I didn't sleep, but not because I wasn't given enough drugs, enough quietude, enough darkness. I didn't sleep because the lady next to me, who was, by the way, in MUCH worse shape me, so I forgive her (NOW).... had a tendency to want to call people (who WERE these people she was calling and why were they UP at the hours she was calling them?) starting out about 2 AM and ending up at about 4 AM. She'd make a call, start out nice and sort of shy and friendly and end up calling them all "assholes". Turned out everybody she knew was, sad to say, an asshole. At least during the wee wee hours of the morning. I chocked these calls up to this woman's personal way of dealing with her anxiety. I did push the Red Nurse Button several times during this entire nighttime experience and they were able to give me warmer sheets, ice cream, an extra extra IV pain med, retrieve my television button (hey, if she was going to take me on her "Asshole Cruise", I was going to take HER on a "TV Home Shopping Cruise").

Fair's fair.

We both fell asleep for two hours between 4 and 6 A.M.

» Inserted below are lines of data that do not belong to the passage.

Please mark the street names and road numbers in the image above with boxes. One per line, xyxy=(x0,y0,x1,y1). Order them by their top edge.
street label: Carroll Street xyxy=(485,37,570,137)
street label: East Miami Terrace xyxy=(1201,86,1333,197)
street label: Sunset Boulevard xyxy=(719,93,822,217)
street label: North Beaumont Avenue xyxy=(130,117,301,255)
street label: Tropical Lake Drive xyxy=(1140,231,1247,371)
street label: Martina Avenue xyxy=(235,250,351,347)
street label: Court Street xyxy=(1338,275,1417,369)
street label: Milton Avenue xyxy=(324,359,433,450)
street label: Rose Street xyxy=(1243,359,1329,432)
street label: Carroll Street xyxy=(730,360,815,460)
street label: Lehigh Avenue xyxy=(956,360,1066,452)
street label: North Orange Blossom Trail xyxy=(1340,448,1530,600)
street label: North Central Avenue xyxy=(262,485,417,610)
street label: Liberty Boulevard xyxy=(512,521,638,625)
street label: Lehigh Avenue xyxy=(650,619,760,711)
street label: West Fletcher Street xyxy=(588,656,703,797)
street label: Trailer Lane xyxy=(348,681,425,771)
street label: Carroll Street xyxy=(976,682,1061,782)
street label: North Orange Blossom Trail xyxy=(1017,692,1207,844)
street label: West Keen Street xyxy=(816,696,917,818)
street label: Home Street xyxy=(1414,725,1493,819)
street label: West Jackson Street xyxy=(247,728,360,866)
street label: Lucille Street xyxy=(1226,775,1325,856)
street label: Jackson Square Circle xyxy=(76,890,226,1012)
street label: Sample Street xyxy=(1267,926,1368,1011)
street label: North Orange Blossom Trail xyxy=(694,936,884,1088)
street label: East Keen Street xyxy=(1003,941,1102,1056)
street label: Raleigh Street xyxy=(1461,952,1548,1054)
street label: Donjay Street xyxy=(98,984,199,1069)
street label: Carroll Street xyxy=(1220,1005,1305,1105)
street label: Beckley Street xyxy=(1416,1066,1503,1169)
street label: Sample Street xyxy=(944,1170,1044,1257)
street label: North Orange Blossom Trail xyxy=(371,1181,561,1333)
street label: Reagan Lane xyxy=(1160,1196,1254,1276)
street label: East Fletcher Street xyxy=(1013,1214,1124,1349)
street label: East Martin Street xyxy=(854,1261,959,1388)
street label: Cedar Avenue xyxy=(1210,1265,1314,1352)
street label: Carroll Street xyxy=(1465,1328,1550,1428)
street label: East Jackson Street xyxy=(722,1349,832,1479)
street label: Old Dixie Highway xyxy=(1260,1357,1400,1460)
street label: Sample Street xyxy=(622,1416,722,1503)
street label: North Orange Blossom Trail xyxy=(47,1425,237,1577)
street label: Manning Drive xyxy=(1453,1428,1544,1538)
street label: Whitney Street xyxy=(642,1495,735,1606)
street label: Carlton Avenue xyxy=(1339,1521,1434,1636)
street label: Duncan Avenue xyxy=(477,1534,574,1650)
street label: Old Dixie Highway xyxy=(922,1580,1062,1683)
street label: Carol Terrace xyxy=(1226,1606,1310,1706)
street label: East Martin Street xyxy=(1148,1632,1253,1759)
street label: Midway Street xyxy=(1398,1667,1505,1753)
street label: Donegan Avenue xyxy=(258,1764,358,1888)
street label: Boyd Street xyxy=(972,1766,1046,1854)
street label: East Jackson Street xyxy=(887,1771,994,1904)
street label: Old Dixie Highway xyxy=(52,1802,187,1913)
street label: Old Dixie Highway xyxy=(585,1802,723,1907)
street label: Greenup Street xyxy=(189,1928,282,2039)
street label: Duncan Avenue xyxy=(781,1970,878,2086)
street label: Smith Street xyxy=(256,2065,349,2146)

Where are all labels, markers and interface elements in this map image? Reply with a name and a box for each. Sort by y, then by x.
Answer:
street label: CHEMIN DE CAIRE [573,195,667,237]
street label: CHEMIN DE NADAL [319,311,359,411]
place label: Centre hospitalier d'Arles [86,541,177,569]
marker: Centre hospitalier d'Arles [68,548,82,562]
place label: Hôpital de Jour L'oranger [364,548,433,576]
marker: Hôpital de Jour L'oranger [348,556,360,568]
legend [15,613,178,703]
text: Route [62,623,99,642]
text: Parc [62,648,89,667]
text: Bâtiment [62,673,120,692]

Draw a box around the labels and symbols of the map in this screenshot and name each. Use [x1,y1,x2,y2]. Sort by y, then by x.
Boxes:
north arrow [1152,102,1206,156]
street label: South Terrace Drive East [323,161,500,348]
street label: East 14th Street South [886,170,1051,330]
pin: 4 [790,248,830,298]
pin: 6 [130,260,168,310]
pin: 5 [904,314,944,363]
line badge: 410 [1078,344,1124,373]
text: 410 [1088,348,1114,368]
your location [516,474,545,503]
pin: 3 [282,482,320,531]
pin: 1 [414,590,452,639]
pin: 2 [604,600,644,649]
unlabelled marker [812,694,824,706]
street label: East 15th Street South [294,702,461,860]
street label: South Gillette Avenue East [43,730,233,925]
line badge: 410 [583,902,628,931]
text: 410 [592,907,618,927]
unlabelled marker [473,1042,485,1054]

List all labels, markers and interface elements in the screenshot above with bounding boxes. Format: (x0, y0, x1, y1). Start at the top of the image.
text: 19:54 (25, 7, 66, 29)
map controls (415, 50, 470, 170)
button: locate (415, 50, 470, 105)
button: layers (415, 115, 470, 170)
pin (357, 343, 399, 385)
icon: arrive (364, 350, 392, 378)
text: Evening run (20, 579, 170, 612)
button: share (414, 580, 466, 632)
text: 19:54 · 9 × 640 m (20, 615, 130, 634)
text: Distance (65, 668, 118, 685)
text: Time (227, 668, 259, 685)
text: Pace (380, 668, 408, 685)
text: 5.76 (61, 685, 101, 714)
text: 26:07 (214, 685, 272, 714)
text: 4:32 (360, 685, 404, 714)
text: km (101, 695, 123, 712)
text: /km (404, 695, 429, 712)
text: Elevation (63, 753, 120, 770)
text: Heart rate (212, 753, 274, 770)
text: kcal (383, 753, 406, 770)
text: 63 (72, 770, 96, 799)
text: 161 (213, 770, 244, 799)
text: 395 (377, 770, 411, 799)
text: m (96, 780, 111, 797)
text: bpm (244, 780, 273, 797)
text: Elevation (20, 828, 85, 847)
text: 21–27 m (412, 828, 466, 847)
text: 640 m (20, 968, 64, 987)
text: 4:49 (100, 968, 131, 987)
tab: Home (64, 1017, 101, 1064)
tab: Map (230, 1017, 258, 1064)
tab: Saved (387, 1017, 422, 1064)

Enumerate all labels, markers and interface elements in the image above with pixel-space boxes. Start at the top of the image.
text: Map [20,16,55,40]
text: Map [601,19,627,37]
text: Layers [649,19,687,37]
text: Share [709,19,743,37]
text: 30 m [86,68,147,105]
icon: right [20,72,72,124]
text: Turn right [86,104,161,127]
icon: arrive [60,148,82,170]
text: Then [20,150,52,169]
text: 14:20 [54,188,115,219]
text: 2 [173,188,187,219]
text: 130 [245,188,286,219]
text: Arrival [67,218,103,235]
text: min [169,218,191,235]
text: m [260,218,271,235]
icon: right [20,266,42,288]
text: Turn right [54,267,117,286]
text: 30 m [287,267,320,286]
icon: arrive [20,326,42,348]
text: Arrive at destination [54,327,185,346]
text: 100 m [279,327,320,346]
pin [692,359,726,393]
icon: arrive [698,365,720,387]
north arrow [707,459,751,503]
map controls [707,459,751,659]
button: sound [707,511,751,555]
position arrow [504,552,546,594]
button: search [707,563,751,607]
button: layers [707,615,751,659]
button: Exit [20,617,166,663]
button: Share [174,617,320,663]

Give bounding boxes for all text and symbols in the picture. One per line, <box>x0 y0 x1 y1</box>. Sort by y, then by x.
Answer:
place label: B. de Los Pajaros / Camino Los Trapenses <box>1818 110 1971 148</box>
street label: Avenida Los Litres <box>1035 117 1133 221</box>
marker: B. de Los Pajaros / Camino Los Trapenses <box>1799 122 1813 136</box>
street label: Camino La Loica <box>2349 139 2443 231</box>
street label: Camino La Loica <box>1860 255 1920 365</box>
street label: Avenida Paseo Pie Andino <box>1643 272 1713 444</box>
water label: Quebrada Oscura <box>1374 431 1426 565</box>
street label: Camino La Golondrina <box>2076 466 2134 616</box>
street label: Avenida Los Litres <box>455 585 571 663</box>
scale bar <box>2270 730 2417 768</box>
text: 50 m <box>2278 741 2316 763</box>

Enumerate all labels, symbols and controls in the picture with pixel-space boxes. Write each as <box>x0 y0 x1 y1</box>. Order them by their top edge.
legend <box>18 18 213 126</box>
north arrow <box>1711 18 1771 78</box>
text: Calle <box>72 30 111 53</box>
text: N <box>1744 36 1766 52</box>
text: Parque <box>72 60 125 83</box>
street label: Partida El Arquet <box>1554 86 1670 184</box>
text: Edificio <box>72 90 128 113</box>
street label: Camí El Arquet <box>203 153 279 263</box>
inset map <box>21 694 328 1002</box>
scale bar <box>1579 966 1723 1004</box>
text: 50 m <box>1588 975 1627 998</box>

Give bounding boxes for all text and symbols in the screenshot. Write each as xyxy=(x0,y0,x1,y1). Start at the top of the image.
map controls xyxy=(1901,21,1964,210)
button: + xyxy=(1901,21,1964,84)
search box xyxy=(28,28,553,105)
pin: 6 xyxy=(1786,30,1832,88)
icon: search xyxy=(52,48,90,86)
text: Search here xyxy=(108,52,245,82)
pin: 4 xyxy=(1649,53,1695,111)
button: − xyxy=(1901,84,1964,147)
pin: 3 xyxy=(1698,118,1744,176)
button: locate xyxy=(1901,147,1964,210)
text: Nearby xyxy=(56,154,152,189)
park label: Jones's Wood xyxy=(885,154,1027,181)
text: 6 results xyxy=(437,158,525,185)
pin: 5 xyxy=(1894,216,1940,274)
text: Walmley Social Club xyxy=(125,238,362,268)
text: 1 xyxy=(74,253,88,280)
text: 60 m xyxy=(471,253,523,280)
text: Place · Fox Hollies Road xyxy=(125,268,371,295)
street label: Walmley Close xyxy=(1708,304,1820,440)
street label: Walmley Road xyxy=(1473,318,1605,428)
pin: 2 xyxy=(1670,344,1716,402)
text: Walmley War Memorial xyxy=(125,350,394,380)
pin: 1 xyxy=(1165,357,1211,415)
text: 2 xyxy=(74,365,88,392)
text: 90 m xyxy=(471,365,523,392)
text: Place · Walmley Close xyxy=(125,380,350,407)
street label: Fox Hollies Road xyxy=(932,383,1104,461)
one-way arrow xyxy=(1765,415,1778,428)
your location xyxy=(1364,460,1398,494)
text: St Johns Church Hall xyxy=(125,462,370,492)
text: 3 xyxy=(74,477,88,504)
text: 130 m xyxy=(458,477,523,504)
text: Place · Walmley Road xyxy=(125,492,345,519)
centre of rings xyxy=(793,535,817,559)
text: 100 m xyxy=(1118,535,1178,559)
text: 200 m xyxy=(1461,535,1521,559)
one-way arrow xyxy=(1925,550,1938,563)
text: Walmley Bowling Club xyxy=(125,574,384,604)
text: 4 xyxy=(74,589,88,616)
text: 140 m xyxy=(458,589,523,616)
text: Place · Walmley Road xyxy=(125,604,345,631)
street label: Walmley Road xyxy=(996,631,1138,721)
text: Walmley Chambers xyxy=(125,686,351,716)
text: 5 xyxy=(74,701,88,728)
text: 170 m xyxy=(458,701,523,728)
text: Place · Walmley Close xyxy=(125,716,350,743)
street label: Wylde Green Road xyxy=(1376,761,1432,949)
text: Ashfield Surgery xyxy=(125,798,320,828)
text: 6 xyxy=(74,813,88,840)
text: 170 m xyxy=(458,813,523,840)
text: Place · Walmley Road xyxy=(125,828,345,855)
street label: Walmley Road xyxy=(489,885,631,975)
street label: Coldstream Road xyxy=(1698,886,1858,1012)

I really think you need to have a style in which you spend your time in the hospital. If you have something as strenuous as heart surgery or an aneurism, of course, you have to give it a few days before you can develope and then polish your style. But if you are in for something minor, you need to decide what kind of stay you want, and then go for it. Me, I always want to go for the best, most affectionate, most humorous stay possible. I want to fall in love with all my nurses, women and men, and I want to stay in love with myself, as well. I want to give up the idea of myself as a "Serious Being", unless I have to stand up for myself in some sort of important-advocate role. I want to be amused and I want to be amusing.

"You wanted justice and there was none - - only love," said Archibald MacLeish, in his play J.B.

So here I am at my home on Bainbridge Island, with Alan by my side. Last night we watched an old Dick Cavette show with Mr. Cavette interviewing a thirty-year-old John Lennon and his new wife, Yoko OhNo (sorry, sp). Tonight we'll watch Woody Allen's lovely movie "Sweet and Lowdown" with Sean Penn playing Emmett Ray, the second greatest jazz guitarist in all the world. Watching Lennon last night, Alan and I both concluded how awfully difficult a thing fame must be. Alan, one of Bruce Springstein's best friends when they were young, said that fame had been very tough for the young - as well as for the older - Mr. Springstein.

I don't know why I have launched myself out of the hospital and into this discussion about fame except to say that taking one's Self seriously is a thorny, thorny patch and that hospitals can be seen as microcosms of The Social Order at Large, which is why affection and humor seem to me to be the best way of burying the cultural hatchets of strata, ego and judgement.

I'll (nearly) close off by quoting Ralph Waldo Emerson and his "Three Wants", which I like to include whenever I feel the soil is at all ready, so here they come: "There are three wants which can never be satisfied: that of the rich wanting more, that of the sick, wanting something different, and that of the traveler, who says, "anywhere but here."
- Ralph Waldo Emerson

Hospitals are big and cumbersome and clumsy places and people make fun of them all the time, but I wouldn't want to be anywhere different, not any time, not anywhere, if or when I was sick. Give me the worst hospital ever, and I know I will find one person with a pair of loving eyes and a beating heart and two hands to begin the mortal process of what we all mostly need when we are failing: the touch of the wounded healer.